Qah, “blood.” Or water, or the sea, I remembered Bibliography saying. However, Imay had mentioned qah had to do with names and how betrothals united families. So was the nah’s joke that Nuah and I were lovers? That seemed a strange imputation with which to greet strangers. Perhaps the nah had a coarse sense of humor. If so, I couldn’t afford to appear insulted by it. I smiled and shook my head.
The nah pointed at the yinman glass, lying in the sand before her feet. Yet again I gave im.
“I foreswear its use on any Far,” I promised, not knowing what else to say, “but I beg you to let me keep it, nah. It’s important.”

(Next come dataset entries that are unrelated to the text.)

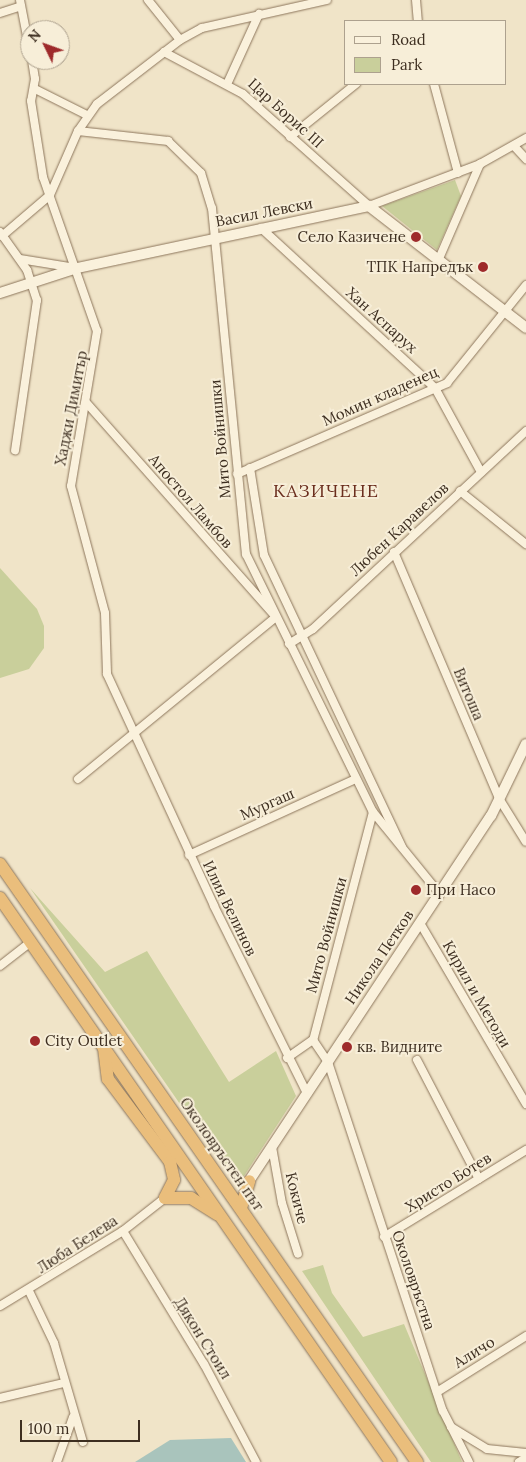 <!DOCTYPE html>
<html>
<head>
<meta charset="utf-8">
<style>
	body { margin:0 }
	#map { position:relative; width:526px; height:1462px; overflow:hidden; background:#f0e4c8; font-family:Lora,serif }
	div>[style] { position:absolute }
	.green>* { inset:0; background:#c9cf9b }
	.water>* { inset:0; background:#a9c4bc }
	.roads { filter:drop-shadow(0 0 1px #8d765c) drop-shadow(0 0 1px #8d765c) }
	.minor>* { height:8px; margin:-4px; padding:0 4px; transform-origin:4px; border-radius:4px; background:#faf1dc }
	.tertiary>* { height:10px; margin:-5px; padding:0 5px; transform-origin:5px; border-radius:5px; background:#faf1dc }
	.trunk>* { height:12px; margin:-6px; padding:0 6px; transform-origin:6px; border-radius:6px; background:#eabe7c }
	.dots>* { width:14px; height:14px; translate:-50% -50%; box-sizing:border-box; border:2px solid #f7eed8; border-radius:50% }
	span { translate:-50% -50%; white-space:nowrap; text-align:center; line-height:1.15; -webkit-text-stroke:4px #f7eed8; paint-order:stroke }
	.street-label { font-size:15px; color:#3d2e20 }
	.poi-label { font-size:15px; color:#3d2e20 }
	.right { translate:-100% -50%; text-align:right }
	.left { translate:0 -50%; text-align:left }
	.quarter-label { font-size:18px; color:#6b2e1e; letter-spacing:1px }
	.legend { position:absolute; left:344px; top:20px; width:162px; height:65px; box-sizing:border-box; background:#f7eed8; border:1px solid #ada18e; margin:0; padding:6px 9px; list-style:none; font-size:15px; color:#3d2e20 }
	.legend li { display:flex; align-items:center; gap:10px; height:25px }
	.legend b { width:25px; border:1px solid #ada18e }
	.north { position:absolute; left:20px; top:20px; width:50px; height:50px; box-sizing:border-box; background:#f7eed8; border:1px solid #ada18e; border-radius:50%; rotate:312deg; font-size:14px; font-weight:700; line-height:20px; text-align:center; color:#3d2e20 }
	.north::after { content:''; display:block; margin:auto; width:18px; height:22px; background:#9e2a2b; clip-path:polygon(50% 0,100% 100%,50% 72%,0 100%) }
	.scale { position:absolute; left:20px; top:1420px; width:120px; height:22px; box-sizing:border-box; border:2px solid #3d2e20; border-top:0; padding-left:6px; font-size:15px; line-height:18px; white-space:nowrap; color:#3d2e20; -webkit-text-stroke:4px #f7eed8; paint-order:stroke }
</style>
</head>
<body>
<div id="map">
	<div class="green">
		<div style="clip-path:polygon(455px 180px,461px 196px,437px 250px,382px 206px)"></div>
		<div style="clip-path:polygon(0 568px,37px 609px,44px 626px,44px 648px,29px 669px,0 678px)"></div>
		<div style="clip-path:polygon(30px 888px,105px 972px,147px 951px,229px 1082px,276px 1051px,296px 1096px,244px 1176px,236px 1179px,223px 1166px)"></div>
		<div style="clip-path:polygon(323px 1265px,332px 1293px,363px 1337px,404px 1324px,462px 1462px,431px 1462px,302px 1271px)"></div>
	</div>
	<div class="water">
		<div style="clip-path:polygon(231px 1438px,246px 1462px,135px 1462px,170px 1440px)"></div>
	</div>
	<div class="roads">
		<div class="minor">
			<div style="left:20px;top:0;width:53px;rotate:79.1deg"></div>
			<div style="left:148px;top:0;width:51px;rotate:51.3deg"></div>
			<div style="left:416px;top:0;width:21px;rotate:85deg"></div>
			<div style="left:0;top:13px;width:22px;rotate:-18deg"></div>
			<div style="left:164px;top:52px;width:89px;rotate:28deg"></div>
			<div style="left:243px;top:94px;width:169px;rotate:41.6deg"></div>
			<div style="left:369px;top:206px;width:119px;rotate:-20.7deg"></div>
			<div style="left:480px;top:164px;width:53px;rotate:-29.5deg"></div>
			<div style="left:32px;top:60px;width:19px;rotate:81deg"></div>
			<div style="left:35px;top:79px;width:22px;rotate:100deg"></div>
			<div style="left:31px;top:101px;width:77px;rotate:81deg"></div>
			<div style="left:43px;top:177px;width:163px;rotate:70.7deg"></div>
			<div style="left:97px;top:331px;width:157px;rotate:99.5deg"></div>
			<div style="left:71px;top:486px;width:131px;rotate:75deg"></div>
			<div style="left:105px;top:613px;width:61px;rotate:88.1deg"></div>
			<div style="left:107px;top:674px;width:255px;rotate:65.2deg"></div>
			<div style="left:214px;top:906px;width:209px;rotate:63.6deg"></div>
			<div style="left:228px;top:82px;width:75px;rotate:-65.5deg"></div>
			<div style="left:434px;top:84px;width:92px;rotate:74.9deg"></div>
			<div style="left:35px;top:89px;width:58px;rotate:26.6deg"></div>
			<div style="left:78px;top:131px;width:91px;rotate:6.3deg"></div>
			<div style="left:168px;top:141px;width:46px;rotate:44.1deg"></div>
			<div style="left:201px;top:173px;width:37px;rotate:73deg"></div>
			<div style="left:212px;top:208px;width:348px;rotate:84.4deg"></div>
			<div style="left:246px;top:554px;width:288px;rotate:63.8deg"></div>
			<div style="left:373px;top:812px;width:104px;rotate:50.8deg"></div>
			<div style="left:290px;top:137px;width:85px;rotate:-38.8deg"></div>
			<div style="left:514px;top:146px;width:18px;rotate:47deg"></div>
			<div style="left:261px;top:228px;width:236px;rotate:42.6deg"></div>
			<div style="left:435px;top:388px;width:96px;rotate:61.3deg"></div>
			<div style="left:0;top:232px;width:47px;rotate:54.6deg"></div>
			<div style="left:27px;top:270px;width:32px;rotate:72deg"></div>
			<div style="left:37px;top:300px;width:152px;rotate:98.3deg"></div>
			<div style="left:2px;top:236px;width:63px;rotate:-40.5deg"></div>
			<div style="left:50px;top:195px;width:70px;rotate:-66.4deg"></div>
			<div style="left:78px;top:131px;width:33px;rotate:-55deg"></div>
			<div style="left:97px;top:104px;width:105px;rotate:-37.6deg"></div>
			<div style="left:180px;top:40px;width:25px;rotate:-29deg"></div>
			<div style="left:202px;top:28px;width:128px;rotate:-12.6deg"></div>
			<div style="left:20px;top:259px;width:56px;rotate:9.3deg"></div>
			<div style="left:438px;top:261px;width:106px;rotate:-66.6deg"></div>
			<div style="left:250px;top:468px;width:88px;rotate:80.9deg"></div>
			<div style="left:264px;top:555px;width:323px;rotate:64.7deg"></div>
			<div style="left:237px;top:474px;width:229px;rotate:-23.4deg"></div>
			<div style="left:447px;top:383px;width:126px;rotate:-51.1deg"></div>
			<div style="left:460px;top:491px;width:85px;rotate:38.8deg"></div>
			<div style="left:394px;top:552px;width:270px;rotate:66.9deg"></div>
			<div style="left:500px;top:800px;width:49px;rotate:58.2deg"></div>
			<div style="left:289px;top:644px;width:28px;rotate:-32deg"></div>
			<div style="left:313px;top:629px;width:291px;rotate:-42.9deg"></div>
			<div style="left:78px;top:779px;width:256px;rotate:-39.3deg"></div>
			<div style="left:276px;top:617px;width:287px;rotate:-131.5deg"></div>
			<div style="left:373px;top:812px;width:236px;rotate:104.7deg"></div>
			<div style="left:313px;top:1040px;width:27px;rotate:56deg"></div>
			<div style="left:328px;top:1062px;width:367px;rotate:71.8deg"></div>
			<div style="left:443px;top:1411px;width:57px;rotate:63deg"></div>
			<div style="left:189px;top:855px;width:183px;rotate:-24.5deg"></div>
			<div style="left:420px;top:923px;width:210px;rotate:59.6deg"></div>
			<div style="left:0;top:966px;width:39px;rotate:-38deg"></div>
			<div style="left:287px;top:1058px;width:32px;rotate:-35deg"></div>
			<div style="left:417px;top:1060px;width:134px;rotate:62.5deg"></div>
			<div style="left:272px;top:1147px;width:57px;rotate:79.9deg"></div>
			<div style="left:282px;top:1203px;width:53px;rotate:72.6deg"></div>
			<div style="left:123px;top:1231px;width:156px;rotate:58.7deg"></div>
			<div style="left:204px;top:1364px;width:111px;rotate:62deg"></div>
			<div style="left:384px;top:1237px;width:167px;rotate:-31.5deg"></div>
			<div style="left:29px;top:1291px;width:58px;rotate:64.3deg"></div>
			<div style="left:54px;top:1343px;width:103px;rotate:73.7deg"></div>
			<div style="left:0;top:1306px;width:144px;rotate:-31.4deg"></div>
			<div style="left:123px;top:1231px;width:53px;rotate:-38.2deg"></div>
			<div style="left:437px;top:1392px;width:105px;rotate:-32.2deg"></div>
			<div style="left:0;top:1398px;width:66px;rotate:-13.2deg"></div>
			<div style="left:451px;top:1427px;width:42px;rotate:31.4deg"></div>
			<div style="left:487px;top:1449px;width:39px;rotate:6deg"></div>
			<div style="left:57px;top:1462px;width:48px;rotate:-70.4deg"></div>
			<div style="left:519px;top:1462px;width:8px;rotate:-30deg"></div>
		</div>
		<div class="tertiary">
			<div style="left:0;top:293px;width:81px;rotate:-18deg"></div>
			<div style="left:77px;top:268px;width:299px;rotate:-12deg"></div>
			<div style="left:369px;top:206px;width:199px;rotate:37.8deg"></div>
			<div style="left:249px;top:1181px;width:438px;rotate:-56.5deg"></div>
			<div style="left:491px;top:816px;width:80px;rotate:-64.1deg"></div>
		</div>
		<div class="trunk">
			<div style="left:0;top:864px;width:729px;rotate:55.11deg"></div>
			<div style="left:0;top:898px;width:686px;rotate:55.27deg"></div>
			<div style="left:104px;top:1048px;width:31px;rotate:83deg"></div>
			<div style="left:108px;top:1079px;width:104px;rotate:53.2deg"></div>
			<div style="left:170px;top:1162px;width:18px;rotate:77deg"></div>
			<div style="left:174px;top:1180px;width:20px;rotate:117deg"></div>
			<div style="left:165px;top:1198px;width:26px"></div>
			<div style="left:191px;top:1198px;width:31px;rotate:32deg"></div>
			<div style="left:241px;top:1208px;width:28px;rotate:-73deg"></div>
		</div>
	</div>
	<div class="dots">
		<div style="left:416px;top:237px;background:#9e2a2b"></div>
		<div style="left:483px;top:267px;background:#9e2a2b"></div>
		<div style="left:416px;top:890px;background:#9e2a2b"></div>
		<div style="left:35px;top:1041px;background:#9e2a2b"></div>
		<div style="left:347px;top:1047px;background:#9e2a2b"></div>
	</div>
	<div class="street-label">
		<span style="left:286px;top:113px;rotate:42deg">Цар Борис III</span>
		<span style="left:264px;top:212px;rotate:-11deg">Васил Левски</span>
		<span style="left:382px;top:320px;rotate:42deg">Хан Аспарух</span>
		<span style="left:380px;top:396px;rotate:-24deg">Момин кладенец</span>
		<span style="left:71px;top:408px;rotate:-79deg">Хаджи Димитър</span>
		<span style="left:220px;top:439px;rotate:-95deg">Мито Войнишки</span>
		<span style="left:191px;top:501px;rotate:49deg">Апостол Ламбов</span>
		<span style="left:399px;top:529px;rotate:-43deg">Любен Каравелов</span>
		<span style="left:469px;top:694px;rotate:67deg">Витоша</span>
		<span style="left:267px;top:804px;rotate:-24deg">Мургаш</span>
		<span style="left:230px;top:908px;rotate:64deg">Илия Велинов</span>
		<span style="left:326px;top:935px;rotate:-75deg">Мито Войнишки</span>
		<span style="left:379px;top:957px;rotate:-56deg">Никола Петков</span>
		<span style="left:477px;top:994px;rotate:60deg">Кирил и Методи</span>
		<span style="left:222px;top:1154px;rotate:55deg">Околовръстен път</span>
		<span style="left:448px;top:1182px;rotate:-32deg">Христо Ботев</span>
		<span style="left:297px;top:1198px;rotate:76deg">Кокиче</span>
		<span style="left:77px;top:1244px;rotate:-33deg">Люба Белева</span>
		<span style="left:414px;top:1280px;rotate:71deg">Околовръстна</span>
		<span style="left:203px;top:1338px;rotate:58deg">Дякон Стоил</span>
		<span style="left:474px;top:1352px;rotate:-32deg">Аличо</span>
	</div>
	<div class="poi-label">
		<span class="right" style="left:406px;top:237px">Село Казичене</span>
		<span class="right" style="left:473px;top:267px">ТПК Напредък</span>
		<span class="left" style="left:426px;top:890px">При Насо</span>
		<span class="left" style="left:45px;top:1041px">City Outlet</span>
		<span class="left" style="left:357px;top:1047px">кв. Видните</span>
	</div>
	<div class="quarter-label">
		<span style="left:326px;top:491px">КАЗИЧЕНЕ</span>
	</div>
	<ul class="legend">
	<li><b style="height:6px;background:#faf1dc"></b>Road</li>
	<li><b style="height:14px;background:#c9cf9b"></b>Park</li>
	</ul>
	<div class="north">N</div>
	<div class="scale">100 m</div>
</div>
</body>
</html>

The sah on the camel spoke, and the nah seemed irritated at hearing her voice. Was she not a sah but a jah, one of the tribe’s disputers? She appeared to have standing of some sort. When the nah didn’t answer her, she tapped her camel’s flank with her riding crop and crossed the rivulet to join us. Drawing up beside the nah’s horse, she made the camel drop to his front knees and sit back on his haunches, then swung a leg over his hump and hopped off, all in one smooth maneuver.
Casting a cautious glance at the nah, she walked up to me, saying as she came, “Halim-qahlif-lurah, Halim-qahlif-qeht-lurah, Halim-qahlif-sah-lurah, Halim-qah-nufra-qahlif-sah-lurah.” She paused as if for effect or emphasis, then went on: “Nufra-qahlif-sah-lurah, Nufra-sah-qahlif-nahli-qah-lurah.” Another pause, longer, heavy with meaning. “Sah-uhn-say-lurah, Nahli-aht-sah-lurah. You may call me Lurah.”
“I’m glad of it!” I said, grinning. “That’s quite a long name!”